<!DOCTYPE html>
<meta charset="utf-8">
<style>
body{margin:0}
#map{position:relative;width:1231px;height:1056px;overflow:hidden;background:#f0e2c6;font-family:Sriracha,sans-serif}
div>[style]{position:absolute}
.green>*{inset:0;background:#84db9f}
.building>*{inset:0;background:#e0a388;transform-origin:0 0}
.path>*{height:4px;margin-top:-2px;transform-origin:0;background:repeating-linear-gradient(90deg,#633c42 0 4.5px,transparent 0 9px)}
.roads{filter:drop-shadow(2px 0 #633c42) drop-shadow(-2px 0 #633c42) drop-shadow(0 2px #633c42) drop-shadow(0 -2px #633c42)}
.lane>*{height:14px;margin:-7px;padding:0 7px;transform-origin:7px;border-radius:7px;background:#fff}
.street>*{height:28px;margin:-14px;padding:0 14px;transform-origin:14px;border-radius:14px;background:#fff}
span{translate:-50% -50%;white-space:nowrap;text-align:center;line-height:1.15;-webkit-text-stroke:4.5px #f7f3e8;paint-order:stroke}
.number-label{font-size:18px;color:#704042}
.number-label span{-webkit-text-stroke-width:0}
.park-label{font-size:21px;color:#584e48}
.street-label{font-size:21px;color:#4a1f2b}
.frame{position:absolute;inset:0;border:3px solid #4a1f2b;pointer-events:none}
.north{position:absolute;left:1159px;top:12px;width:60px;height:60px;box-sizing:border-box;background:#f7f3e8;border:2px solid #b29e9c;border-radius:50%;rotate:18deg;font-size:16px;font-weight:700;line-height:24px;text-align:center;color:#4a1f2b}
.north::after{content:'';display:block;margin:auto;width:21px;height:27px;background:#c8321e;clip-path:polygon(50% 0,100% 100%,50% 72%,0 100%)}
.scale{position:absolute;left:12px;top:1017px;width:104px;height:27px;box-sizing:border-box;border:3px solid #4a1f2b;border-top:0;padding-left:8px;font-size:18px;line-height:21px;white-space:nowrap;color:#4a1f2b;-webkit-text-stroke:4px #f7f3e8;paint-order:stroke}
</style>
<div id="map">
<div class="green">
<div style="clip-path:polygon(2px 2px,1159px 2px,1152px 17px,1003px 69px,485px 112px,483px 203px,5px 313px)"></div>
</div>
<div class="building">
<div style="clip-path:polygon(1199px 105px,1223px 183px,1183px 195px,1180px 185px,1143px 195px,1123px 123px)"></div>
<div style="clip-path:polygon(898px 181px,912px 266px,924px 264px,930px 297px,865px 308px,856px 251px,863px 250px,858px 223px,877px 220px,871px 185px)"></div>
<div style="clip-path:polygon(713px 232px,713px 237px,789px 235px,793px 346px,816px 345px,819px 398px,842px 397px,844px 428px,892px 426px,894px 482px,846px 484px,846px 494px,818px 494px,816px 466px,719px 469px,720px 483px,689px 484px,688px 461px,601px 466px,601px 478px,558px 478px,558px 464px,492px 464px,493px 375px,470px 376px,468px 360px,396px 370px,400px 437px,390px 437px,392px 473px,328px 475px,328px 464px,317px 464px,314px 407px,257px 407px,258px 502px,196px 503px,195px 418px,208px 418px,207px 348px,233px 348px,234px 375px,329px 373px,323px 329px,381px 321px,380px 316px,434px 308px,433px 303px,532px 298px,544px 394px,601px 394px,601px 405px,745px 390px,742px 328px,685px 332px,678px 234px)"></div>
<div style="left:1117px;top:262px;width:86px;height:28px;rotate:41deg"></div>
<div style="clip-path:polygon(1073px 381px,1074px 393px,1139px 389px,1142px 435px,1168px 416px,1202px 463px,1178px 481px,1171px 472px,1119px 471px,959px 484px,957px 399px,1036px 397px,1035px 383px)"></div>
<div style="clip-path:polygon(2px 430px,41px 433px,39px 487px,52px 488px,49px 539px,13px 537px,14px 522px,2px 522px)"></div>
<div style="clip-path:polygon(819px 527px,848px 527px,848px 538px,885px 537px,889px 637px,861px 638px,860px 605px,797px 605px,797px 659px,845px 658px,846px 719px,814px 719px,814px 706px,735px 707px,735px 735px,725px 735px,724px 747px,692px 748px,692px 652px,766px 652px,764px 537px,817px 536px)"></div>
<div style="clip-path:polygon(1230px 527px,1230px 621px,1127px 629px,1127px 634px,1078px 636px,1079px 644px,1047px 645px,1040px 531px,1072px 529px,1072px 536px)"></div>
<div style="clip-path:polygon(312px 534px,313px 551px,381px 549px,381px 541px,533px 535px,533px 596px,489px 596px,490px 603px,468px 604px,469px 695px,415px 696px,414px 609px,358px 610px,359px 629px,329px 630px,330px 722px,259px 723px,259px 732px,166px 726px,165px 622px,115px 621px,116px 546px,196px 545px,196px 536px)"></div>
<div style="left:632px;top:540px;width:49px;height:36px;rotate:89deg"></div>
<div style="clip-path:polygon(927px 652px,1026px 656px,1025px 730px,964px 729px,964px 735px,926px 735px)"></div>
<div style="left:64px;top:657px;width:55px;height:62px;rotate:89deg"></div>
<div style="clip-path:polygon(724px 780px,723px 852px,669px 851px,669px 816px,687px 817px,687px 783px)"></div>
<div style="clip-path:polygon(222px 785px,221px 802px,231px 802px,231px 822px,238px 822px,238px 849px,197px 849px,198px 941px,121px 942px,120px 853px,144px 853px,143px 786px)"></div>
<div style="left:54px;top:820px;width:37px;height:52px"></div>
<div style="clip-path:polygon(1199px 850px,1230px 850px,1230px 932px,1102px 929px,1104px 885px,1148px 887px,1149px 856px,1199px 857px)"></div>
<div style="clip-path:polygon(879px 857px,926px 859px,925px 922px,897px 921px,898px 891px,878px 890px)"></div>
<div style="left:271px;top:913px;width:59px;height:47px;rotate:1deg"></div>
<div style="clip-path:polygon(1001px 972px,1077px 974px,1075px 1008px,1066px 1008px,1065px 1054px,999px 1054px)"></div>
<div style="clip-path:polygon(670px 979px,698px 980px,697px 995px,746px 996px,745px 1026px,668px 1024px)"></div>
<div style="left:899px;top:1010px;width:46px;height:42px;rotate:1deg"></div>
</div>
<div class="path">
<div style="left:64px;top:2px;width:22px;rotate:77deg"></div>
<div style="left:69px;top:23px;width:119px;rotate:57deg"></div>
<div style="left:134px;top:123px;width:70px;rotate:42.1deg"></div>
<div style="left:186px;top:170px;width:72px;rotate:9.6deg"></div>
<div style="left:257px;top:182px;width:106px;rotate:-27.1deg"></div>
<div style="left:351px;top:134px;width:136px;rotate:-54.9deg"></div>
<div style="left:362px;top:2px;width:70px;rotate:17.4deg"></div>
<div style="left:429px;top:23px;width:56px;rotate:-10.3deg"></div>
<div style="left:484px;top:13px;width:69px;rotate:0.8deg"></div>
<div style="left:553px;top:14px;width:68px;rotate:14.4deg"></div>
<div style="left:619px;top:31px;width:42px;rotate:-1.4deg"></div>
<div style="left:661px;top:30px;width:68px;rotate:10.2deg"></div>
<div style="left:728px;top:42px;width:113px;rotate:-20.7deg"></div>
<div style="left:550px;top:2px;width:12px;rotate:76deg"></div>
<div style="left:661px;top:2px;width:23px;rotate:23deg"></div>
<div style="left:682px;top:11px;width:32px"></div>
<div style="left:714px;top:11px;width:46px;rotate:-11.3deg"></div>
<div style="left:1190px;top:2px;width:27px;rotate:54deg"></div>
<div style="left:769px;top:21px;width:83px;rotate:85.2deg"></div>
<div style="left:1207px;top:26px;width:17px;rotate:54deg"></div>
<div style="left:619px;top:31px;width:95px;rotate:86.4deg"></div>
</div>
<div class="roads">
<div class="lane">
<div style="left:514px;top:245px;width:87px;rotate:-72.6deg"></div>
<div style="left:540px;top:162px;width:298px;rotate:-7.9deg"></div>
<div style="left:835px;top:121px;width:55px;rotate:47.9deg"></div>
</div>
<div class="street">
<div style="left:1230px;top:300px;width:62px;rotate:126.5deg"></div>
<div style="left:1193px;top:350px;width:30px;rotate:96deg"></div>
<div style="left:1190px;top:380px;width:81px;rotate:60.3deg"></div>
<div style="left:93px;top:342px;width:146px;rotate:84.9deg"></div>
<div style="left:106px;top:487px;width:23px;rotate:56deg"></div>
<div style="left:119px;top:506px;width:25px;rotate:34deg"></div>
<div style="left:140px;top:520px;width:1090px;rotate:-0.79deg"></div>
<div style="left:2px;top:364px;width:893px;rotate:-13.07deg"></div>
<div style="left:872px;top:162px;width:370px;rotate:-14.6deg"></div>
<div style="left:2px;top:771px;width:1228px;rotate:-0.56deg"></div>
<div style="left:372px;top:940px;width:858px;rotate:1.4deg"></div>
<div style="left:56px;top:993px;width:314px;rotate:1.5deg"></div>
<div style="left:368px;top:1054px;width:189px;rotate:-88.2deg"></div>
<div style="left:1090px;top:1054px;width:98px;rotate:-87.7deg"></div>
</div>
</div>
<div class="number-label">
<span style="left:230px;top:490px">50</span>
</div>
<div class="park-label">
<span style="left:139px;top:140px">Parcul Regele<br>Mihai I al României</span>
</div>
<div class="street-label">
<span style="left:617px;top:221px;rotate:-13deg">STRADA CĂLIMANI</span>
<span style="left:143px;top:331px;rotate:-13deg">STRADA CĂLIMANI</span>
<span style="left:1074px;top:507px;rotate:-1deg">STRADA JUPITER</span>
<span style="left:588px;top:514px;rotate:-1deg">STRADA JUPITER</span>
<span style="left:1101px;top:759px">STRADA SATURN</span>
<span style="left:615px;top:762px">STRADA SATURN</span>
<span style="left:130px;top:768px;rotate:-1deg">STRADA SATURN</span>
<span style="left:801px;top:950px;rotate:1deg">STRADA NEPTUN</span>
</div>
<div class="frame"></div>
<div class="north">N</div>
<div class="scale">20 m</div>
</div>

Instructions to follow:
Find the line that contains "I al României</span>" in the data above. Reproduce it and every later line exactly, through the last one.

Reply:
<span style="left:139px;top:140px">Parcul Regele<br>Mihai I al României</span>
</div>
<div class="street-label">
<span style="left:617px;top:221px;rotate:-13deg">STRADA CĂLIMANI</span>
<span style="left:143px;top:331px;rotate:-13deg">STRADA CĂLIMANI</span>
<span style="left:1074px;top:507px;rotate:-1deg">STRADA JUPITER</span>
<span style="left:588px;top:514px;rotate:-1deg">STRADA JUPITER</span>
<span style="left:1101px;top:759px">STRADA SATURN</span>
<span style="left:615px;top:762px">STRADA SATURN</span>
<span style="left:130px;top:768px;rotate:-1deg">STRADA SATURN</span>
<span style="left:801px;top:950px;rotate:1deg">STRADA NEPTUN</span>
</div>
<div class="frame"></div>
<div class="north">N</div>
<div class="scale">20 m</div>
</div>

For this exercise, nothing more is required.